[Data listing Boundary: Start]
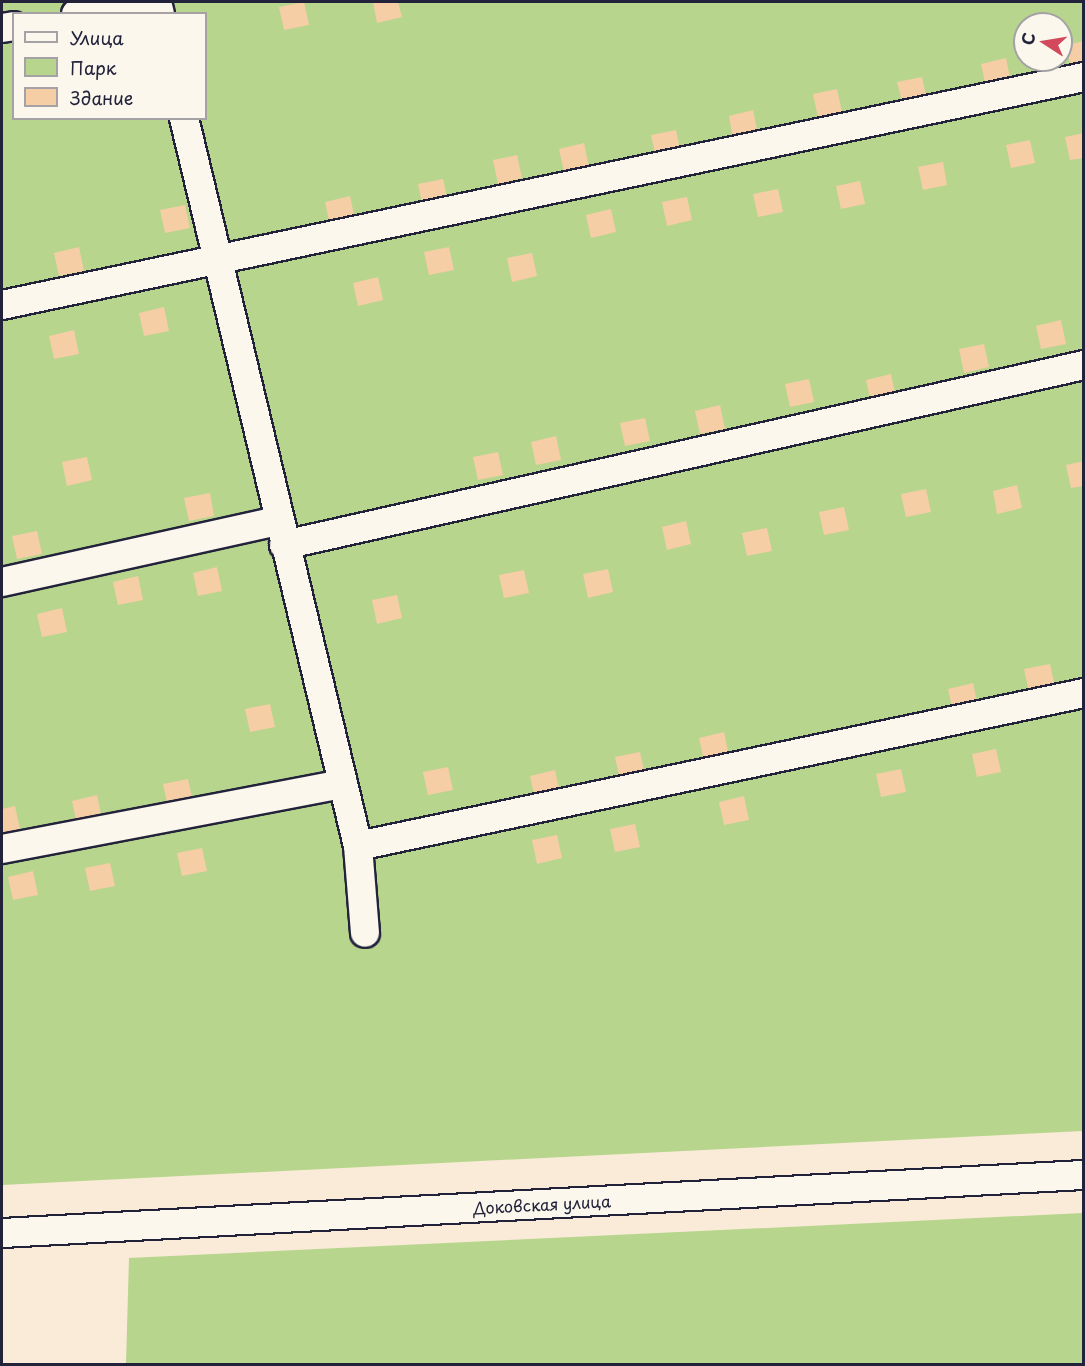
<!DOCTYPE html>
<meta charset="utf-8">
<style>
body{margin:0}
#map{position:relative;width:1085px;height:1366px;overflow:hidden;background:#f9ebd7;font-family:"Playpen Sans",sans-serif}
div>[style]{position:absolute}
.green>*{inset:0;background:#b7d58d}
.building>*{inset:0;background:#f5cea5}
.roads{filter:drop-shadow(2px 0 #22223b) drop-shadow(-2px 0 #22223b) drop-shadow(0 2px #22223b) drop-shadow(0 -2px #22223b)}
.minor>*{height:28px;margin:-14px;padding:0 14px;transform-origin:14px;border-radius:14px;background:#fbf7ec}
span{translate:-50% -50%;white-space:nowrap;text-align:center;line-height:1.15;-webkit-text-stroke:5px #fbf7ec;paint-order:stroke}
.street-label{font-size:16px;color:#22223b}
.frame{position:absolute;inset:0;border:3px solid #22223b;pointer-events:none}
.legend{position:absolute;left:12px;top:12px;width:195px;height:108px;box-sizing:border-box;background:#fbf7ec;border:2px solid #a4a2a5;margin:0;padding:8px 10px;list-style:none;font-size:18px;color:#22223b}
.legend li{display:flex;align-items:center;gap:12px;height:30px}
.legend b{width:30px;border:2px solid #a4a2a5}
.north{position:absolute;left:1013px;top:12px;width:60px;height:60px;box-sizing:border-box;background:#fbf7ec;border:2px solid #a4a2a5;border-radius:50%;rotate:282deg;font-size:16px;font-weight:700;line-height:24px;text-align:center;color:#22223b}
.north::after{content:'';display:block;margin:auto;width:21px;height:27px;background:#d1495b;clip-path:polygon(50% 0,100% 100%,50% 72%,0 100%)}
</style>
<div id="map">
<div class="green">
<div style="clip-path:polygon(evenodd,2px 2px,1083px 2px,1083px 1131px,2px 1185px,2px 2px,14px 14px,206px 14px,206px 118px,14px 118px,14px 14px,2px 2px,1025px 24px,1061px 24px,1061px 60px,1025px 60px,1025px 24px)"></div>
<div style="clip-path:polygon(1083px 1213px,1083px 1364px,126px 1364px,129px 1258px)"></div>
</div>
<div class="building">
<div style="clip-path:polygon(304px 2px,309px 25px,284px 30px,279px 7px)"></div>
<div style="clip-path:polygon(373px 2px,398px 2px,402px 17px,377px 23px)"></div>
<div style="clip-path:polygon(1084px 41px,1084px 66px,1071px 68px,1066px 45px)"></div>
<div style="clip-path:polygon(1006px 58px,1011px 82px,986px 87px,981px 64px)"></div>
<div style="clip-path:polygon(922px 77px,927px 100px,903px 105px,897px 82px)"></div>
<div style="clip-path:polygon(837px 89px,842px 112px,818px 117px,813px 94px)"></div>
<div style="clip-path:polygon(753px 110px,758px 134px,733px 139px,729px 116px)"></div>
<div style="clip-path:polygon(676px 130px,681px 153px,656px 158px,651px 135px)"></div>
<div style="clip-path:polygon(1084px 133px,1084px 158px,1070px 160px,1065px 137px)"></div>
<div style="clip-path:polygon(1030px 140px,1035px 163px,1011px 168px,1006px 145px)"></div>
<div style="clip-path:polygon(584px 143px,589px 167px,564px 172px,559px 149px)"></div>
<div style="clip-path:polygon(517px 155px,522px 178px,498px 184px,493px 160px)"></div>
<div style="clip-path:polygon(943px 162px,947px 185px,923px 190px,918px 167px)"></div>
<div style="clip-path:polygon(443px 179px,448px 202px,423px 208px,418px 184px)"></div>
<div style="clip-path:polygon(860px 181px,865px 204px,841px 209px,836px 186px)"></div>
<div style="clip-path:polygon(778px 189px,783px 212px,758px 217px,753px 194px)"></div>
<div style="clip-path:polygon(350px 196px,355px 219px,330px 225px,325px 202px)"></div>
<div style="clip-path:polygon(687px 197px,692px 220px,667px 226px,662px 202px)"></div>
<div style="clip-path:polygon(185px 205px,190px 228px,165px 233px,160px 210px)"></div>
<div style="clip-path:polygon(611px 209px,616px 232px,591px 238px,586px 215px)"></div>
<div style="clip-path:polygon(79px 247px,84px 271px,59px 276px,54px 253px)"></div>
<div style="clip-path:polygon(449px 247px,454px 270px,429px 275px,424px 252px)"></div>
<div style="clip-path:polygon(532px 253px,537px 276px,512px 282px,507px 258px)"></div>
<div style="clip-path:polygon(378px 277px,383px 300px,358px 306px,353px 283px)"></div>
<div style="clip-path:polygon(164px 307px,169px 331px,144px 336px,139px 313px)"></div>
<div style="clip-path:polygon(1061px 320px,1066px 344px,1041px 349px,1036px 326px)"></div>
<div style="clip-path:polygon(74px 330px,79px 354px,54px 359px,49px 336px)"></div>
<div style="clip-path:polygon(984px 344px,989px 367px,964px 373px,959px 349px)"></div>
<div style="clip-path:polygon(891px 374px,896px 398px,871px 403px,866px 380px)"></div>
<div style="clip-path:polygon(809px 379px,814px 402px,790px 407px,785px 384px)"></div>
<div style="clip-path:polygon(720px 405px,725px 429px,700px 434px,695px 411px)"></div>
<div style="clip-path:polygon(645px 418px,650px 441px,625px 446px,620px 423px)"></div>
<div style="clip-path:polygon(556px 436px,561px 460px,536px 465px,531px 442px)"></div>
<div style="clip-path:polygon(498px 452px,503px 475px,478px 480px,473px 457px)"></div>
<div style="clip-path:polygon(87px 457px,92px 480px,67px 486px,62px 462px)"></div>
<div style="clip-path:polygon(1084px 461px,1084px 486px,1071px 488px,1066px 465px)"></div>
<div style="clip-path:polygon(1017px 485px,1022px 508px,997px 514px,993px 491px)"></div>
<div style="clip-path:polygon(926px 489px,931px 512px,906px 517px,901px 494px)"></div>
<div style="clip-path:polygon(210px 493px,214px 516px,189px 521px,184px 498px)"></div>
<div style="clip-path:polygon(844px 507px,849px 530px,824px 535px,819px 512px)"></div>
<div style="clip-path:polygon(686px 521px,691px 544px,667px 550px,662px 527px)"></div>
<div style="clip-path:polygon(767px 528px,772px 551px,747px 556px,742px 533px)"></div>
<div style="clip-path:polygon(37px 531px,42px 554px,17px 559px,12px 536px)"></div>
<div style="clip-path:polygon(217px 567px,222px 591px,198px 596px,193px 573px)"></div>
<div style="clip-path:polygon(608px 569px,613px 592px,588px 598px,583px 574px)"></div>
<div style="clip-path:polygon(524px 570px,529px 593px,504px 598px,499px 575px)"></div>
<div style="clip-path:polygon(138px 576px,143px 600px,118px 605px,113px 582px)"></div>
<div style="clip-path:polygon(397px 595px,402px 618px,377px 624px,372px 600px)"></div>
<div style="clip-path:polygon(62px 608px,67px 632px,42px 637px,37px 614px)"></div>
<div style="clip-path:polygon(1050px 664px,1055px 687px,1029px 692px,1024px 669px)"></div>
<div style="clip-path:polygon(973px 683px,978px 706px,953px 712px,948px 689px)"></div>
<div style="clip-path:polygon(270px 704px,275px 727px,250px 732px,245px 709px)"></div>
<div style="clip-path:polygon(724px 732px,729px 756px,704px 761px,699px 738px)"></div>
<div style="clip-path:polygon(996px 749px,1001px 772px,977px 777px,972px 754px)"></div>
<div style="clip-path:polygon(640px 752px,645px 775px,620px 780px,615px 757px)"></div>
<div style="clip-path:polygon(448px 767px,453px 790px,428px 795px,423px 772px)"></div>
<div style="clip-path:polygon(901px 769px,906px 792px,881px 797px,876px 774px)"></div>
<div style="clip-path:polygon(555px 770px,560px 793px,535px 799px,530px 776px)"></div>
<div style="clip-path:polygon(188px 779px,193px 802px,168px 807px,163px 784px)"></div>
<div style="clip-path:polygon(97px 795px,102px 819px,77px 824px,72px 801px)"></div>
<div style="clip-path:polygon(744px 796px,749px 820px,724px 825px,719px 802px)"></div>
<div style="clip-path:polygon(15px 806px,20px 829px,2px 834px,2px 809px)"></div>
<div style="clip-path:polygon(635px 824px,640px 847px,615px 852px,610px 829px)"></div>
<div style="clip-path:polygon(557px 835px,562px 858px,537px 864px,532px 840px)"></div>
<div style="clip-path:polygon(202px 848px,207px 871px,182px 876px,177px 853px)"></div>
<div style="clip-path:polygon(110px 863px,115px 886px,90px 891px,85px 868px)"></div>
<div style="clip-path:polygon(33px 871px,38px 895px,13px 900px,8px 877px)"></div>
</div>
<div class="roads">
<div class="minor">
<div style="left:157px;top:2px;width:12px;rotate:76deg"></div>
<div style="left:76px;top:14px;width:61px;rotate:-11.3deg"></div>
<div style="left:2px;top:28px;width:12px;rotate:-9deg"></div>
<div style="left:184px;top:118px;width:749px;rotate:76.56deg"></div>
<div style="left:358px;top:846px;width:87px;rotate:85.4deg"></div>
<div style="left:2px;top:305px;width:1106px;rotate:-11.9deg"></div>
<div style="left:284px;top:545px;width:820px;rotate:-12.68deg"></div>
<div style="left:2px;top:582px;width:283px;rotate:-12.5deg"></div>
<div style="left:358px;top:846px;width:742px;rotate:-11.9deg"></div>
<div style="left:2px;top:849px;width:347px;rotate:-10.8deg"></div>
<div style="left:2px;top:1233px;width:1084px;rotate:-3.07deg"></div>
</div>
</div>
<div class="street-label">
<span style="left:542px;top:1204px;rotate:-3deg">Доковская улица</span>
</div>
<div class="frame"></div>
<ul class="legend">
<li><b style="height:8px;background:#fbf7ec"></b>Улица</li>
<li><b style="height:16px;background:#b7d58d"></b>Парк</li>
<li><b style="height:16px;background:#f5cea5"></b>Здание</li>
</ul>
<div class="north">С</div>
</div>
[Data listing Boundary: End]
▸ Exercise details
No pictures belong in the answer, only the lines from the top of the listing through the line containing "0 #22223b) drop-shadow(-2px", repeated word for word.

▸ Reply
<!DOCTYPE html>
<meta charset="utf-8">
<style>
body{margin:0}
#map{position:relative;width:1085px;height:1366px;overflow:hidden;background:#f9ebd7;font-family:"Playpen Sans",sans-serif}
div>[style]{position:absolute}
.green>*{inset:0;background:#b7d58d}
.building>*{inset:0;background:#f5cea5}
.roads{filter:drop-shadow(2px 0 #22223b) drop-shadow(-2px 0 #22223b) drop-shadow(0 2px #22223b) drop-shadow(0 -2px #22223b)}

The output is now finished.